You also don't need to pass a pointer to a struct. For example, you can pass an interface{}, which allows you to decode data into a type that is specified by the calling function, which I made heavy use of in this Twitter client library, for example[1].

(This is more or less how encoding/json itself works under the surface, when you think about it, but oftentimes people forget to take advantage of this idiom in practice.)

[0] http://golang.org/pkg/encoding/json/#RawMessage

[1] https://github.com/ChimeraCoder/anaconda/blob/master/users.g...

>For anyone wondering why this is necessary, as some others in this thread have mentioned, the standard go way to deserialize json is to pass a pointer to a struct

I sometimes have trouble understanding Go. It kind of seems to retain a lot of the bad parts of C in terms of developer-friendliness, while still being relatively slower than C and garbage-collected.

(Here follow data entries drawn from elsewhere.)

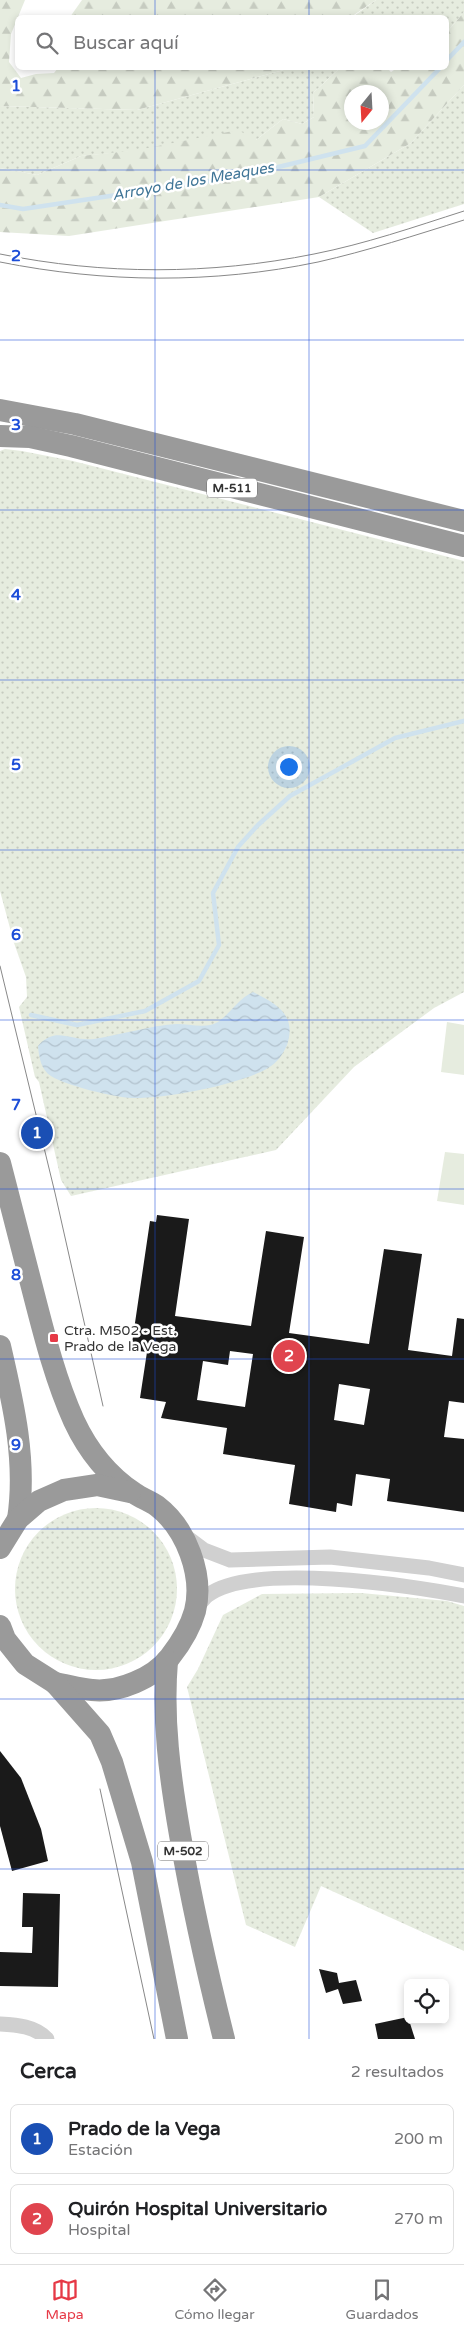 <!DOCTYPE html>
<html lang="es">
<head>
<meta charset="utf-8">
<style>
  :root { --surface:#fff; --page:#f6f6f6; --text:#202124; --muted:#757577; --line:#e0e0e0; --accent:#e63946 }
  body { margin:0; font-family:"Varela Round",sans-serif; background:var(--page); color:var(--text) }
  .controls { position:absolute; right:15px; bottom:15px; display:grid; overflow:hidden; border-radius:8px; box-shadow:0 2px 8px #0003 }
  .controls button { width:45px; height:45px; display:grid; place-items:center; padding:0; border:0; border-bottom:1px solid var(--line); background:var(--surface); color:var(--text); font:25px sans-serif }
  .compass { position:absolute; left:344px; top:85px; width:45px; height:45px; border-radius:50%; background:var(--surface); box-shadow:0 2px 8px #0003; rotate:198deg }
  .you { position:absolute; left:288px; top:766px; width:18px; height:18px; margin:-12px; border:4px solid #fff; border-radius:50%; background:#1a73e8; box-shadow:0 0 0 8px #1a73e833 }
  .badge { display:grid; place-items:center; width:32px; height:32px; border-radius:50%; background:var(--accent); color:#fff; font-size:16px; font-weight:700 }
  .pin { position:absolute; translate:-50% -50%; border:2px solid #fff; box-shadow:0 1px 5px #0006 }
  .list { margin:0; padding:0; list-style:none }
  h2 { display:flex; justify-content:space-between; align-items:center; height:65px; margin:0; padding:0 20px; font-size:21px }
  h2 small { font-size:16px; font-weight:400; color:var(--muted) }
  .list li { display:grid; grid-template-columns:32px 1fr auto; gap:15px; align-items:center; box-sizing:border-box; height:70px; margin:0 10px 10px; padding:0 10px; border:1px solid var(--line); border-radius:8px }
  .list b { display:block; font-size:19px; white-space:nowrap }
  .list p { margin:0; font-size:16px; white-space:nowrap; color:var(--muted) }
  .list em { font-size:16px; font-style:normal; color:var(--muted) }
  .icon { flex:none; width:28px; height:28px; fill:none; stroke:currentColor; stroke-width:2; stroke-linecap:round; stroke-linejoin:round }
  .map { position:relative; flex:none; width:464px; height:2039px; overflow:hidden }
  .search { position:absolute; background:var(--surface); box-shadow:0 2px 8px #0003; left:15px; right:15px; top:15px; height:55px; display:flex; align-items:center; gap:12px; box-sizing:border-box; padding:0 18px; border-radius:8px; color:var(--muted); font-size:19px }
  .sheet { height:225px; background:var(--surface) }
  nav { display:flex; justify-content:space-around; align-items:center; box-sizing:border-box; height:70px; border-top:1px solid var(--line); background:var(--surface); font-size:14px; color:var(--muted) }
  nav a { display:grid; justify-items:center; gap:2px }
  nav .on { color:var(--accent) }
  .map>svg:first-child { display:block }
  .green { fill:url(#green-dots) }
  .forest { fill:url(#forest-firs); fill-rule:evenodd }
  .pitch { fill:#e6ecdf }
  .water { fill:url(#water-waves) }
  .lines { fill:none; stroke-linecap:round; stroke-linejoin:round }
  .stream { stroke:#cfe2ee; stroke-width:4.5 }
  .building { fill:#1a1a1a; fill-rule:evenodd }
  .minor { stroke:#d0d0d0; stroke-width:15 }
  .highway { stroke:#9a9a9a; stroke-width:22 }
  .tram { stroke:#888; stroke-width:1 }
  .grid { fill:none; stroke:#1d4ed8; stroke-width:1; stroke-opacity:0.55 }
  .poi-dot { fill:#e63946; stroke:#fff; stroke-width:2 }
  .labels { text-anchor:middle; stroke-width:5; stroke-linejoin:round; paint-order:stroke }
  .shield { fill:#fff; stroke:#707070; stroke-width:1 }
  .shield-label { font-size:12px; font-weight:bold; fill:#333 }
  .poi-label { font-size:14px; fill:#333; stroke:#fff; text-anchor:start }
  .water-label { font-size:15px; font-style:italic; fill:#3f7597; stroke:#fff }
  .grid-label { font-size:16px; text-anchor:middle; font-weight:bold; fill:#1d4ed8; stroke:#fff; stroke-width:5; stroke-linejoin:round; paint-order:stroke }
</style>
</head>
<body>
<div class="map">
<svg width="464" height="2039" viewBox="0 0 464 2039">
  <defs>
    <pattern id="green-dots" width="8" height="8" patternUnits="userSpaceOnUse" patternTransform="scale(1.25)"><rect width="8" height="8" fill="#e6ecdf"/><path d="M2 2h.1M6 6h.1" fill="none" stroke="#c6cbc0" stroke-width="1.8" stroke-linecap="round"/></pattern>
    <pattern id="forest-firs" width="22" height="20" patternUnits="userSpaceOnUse" patternTransform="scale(1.25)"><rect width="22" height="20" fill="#e6ecdf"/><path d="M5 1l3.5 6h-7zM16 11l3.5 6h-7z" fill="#c6cbc0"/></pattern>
    <pattern id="water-waves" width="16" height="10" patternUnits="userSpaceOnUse" patternTransform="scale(1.25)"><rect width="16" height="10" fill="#cfe2ee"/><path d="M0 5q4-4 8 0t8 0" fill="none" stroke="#b2c2cd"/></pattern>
  </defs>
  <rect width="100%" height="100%" fill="#fff"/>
  <g class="green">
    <path d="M 376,0 L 464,0 L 464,12 L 447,32 L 446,18 L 351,18 Z"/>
    <path d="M 291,68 L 340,68 L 313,93 L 314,117 L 302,124 L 283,119 L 256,140 L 81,156 L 37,175 L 0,168 L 0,106 L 137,110 Z"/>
    <path d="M 464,85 L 464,204 L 373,233 L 319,197 L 411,143 Z"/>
    <path d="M 5,449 L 22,451 L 73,461 L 464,561 L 464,992 L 434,1008 L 354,1067 L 276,1150 L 71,1196 L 61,1180 L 39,1082 L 35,1077 L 19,1007 L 27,997 L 26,977 L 14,943 L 0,891 L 0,451 Z"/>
    <circle cx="96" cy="1589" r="81"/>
    <path d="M 361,1593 L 447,1601 L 464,1606 L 464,1951 L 321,1886 L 295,1947 L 246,1925 L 187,1687 L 198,1669 L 223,1615 L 262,1594 Z"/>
  </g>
  <g class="forest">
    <path d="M 0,0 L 25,0 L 11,34 L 9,62 L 21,78 L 36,74 L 54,73 L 58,68 L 291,68 L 137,110 L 0,106 Z"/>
    <path d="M 82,0 L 376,0 L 351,17 L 70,17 Z"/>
    <path d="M 464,12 L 464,85 L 411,143 L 319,197 L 69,236 L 0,232 L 0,168 L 37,175 L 81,156 L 138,150 L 238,130 L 256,140 L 283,119 L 302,124 L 314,117 L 313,93 L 340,68 L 387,68 L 391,72 L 397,68 L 446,68 L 447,32 ZM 382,92 L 382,122 L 352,122 L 352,92 Z"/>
  </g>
  <g class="pitch">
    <path d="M 447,1022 L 464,1025 L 464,1075 L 441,1072 Z"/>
    <path d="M 445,1152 L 464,1154 L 464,1205 L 437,1201 Z"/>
  </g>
  <path class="water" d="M 253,992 C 277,1004 297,1015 287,1045 C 283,1054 278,1062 268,1068 C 242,1084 164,1099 132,1098 C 113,1097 67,1086 51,1076 C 41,1070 39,1057 38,1046 C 56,1025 71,1042 94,1039 C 120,1035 152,1025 177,1024 C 189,1024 207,1029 218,1022 C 231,1013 238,999 253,992 Z"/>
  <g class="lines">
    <g class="stream">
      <path d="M 446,61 L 464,42"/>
      <path d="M 0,205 L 23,209 L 237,177 L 365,146 L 440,68"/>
      <path d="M 31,1015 L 77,1025 L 145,1011 L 199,981 L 219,945 L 213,893 L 238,847 L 258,825 L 290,796 L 395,738 L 464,721"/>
    </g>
  </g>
  <g class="building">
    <path d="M 157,1215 L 189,1219 L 175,1316 L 251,1326 L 266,1231 L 304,1237 L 289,1333 L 369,1344 L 384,1249 L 422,1254 L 408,1350 L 452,1356 L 457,1318 L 464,1319 L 464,1403 L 449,1401 L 444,1437 L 464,1439 L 464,1512 L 387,1501 L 390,1479 L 356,1474 L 352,1506 L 337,1503 L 336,1512 L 289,1504 L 295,1465 L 223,1454 L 227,1428 L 161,1418 L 166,1402 L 140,1398 L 147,1352 L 131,1350 L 150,1221 L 156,1222 ZM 230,1351 L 253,1354 L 245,1407 L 197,1400 L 203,1361 L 228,1365 ZM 339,1384 L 370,1389 L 364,1425 L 334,1420 Z"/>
    <path d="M 0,1751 L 21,1778 L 41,1829 L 48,1861 L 12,1871 L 0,1826 Z"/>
    <path d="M 23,1893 L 60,1894 L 58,1987 L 0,1986 L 0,1952 L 32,1953 L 33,1927 L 22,1927 Z"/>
    <path d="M 319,1969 L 337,1973 L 339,1983 L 356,1980 L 362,2001 L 343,2004 L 338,1989 L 326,1993 Z"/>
    <path d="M 408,2017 L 415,2039 L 378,2039 L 375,2024 Z"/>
  </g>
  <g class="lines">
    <g class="minor">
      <path d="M 184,1535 L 204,1550 L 230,1560 L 330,1557 L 429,1568 L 464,1575"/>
      <path d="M 195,1610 C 199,1605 203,1599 208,1595 C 252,1562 410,1585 464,1596"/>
      <path d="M 0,2024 C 17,2025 35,2026 47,2039"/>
    </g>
    <g class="highway">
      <path d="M 0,410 L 75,424 L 464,521"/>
      <path d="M 0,436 L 30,437 L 71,446 L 464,546"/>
      <path d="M 0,1163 C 11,1207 23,1251 34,1295 C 45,1338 56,1381 74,1421 C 88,1451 107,1475 134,1493 C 141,1498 150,1501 157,1506 C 186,1528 204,1575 195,1611 C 190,1629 181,1643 170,1657 C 154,1678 118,1693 92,1690 C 80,1689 67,1685 55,1683"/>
      <path d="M 0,1346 C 13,1402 27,1461 18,1519"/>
      <path d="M 0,1548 L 18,1519 L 39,1501 L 64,1490 L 97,1485 L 130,1492"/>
      <path d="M 0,1626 L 5,1639 L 25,1664 L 55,1683 L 100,1734 L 112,1762 L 142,1862 L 177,2039"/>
      <path d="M 167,1661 C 162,1719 170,1777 180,1835 C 192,1904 207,1971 224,2039"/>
    </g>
    <g class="tram">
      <path d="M 0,254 C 104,275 210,275 314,254 C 365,244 414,227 464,211"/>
      <path d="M 0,262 C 105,283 213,284 318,262 C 367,251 416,235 464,220"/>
      <path d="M 0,966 L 55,1193 L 103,1406"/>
      <path d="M 100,1789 L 154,2039"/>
    </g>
  </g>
  <path class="grid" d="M 155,0 L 155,18M 309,0 L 309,18M 155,68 L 155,2039M 309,68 L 309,2039M 0,170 L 464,170M 0,340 L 464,340M 0,510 L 464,510M 0,680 L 464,680M 0,850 L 464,850M 0,1020 L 464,1020M 0,1189 L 464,1189M 0,1359 L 464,1359M 0,1529 L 464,1529M 0,1699 L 464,1699M 0,1869 L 464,1869"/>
  <rect class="poi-dot" x="49" y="1333" width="10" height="10" rx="2.5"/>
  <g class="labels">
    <g class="shield">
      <rect x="207" y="478.5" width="50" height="19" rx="4"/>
      <rect x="158" y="1841.5" width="50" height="19" rx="4"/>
    </g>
    <g class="shield-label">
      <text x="232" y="492">M-511</text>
      <text x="183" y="1855">M-502</text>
    </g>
    <g class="poi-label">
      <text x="64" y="1335">Ctra. M502 - Est.<tspan x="64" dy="16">Prado de la Vega</tspan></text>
    </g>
    <g class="water-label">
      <text transform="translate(193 181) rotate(-10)" y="5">Arroyo de los Meaques</text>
    </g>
  </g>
  <g class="grid-label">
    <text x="16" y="91">1</text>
    <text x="16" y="261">2</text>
    <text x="16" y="430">3</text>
    <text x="16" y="600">4</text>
    <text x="16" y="770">5</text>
    <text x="16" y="940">6</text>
    <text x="16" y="1110">7</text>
    <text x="16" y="1280">8</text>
    <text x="16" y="1450">9</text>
  </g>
</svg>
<div class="controls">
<button><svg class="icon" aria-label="locate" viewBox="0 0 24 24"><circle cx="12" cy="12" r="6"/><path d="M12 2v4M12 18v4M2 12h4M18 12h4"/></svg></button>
</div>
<svg class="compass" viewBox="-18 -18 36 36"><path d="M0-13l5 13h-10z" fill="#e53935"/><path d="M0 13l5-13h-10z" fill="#757577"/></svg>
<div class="you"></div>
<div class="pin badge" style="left:37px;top:1133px;background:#1a4fb4">1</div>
<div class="pin badge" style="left:289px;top:1356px;background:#e0444e">2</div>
<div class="search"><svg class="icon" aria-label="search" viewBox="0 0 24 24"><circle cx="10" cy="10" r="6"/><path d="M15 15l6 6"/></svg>Buscar aquí</div>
</div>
<section class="sheet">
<h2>Cerca<small>2 resultados</small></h2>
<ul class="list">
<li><span class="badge" style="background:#1a4fb4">1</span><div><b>Prado de la Vega</b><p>Estación</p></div><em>200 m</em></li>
<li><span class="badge" style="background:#e0444e">2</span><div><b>Quirón Hospital Universitario</b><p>Hospital</p></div><em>270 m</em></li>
</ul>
</section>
<nav>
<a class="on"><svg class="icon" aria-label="map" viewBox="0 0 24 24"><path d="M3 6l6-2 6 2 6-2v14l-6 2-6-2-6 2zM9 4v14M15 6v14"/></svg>Mapa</a>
<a><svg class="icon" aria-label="directions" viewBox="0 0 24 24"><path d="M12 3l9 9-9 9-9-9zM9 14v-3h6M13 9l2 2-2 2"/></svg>Cómo llegar</a>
<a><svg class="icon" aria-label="saved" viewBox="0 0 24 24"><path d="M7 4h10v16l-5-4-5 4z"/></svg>Guardados</a>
</nav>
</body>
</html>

What are you having trouble with in this instance? Pointers and structs? Both are very simple, well understood concepts. Their implementation in Go is also more syntactically clear than in C.
I understand pointers and structs just fine, it's just that you would think a modern language like Go would avoid use of pointers to structs and "bring-your-own-buffer" type calling conventions except wherever possible. It makes for ugly developer APIs, in my opinion.

That is, in a "friendly" language I expect to generate JSON like this (in pseudocode):

    HashMap parsed = JSON::parse("{1: 2}");
not

    JSONObj obj;
    JSON::populate(&obj, "{1: 2}");
The former is how it might work in a dynamically typed language. In a statically typed language, like Go, there are great benefits to decoding into the fields of struct with fields of known types.
IMHO there is something rigid in Go,like C rigid.Sure,there is no manual memory management.But a modern language shouldnt need explicit pointers.
> a modern language shouldnt need explicit pointers

I don't understand this. Can you clarify why you think this is a good idea?

My experience with languages that have implicit "references" (Python, Java, JavaScript) is that it's not clear when you're sharing and when you're copying data, leading to bugs and unnecessary allocations, respectively.

Passing a pointer to a struct is just one way to use the standard Go package. You can also pass a pointer to an interface{}, []interface{} or map[string]interface{} depending on how much of the structure you know. You can also use these types in struct fields.
I've made something very similar for a current project and haven't gotten around to extracting it as a separate pkg yet, but it is much more loose on the coercion, e.g. when calling String() on an int(5) you will get back "5", etc.
Or to do a streaming parse with json.Decoder.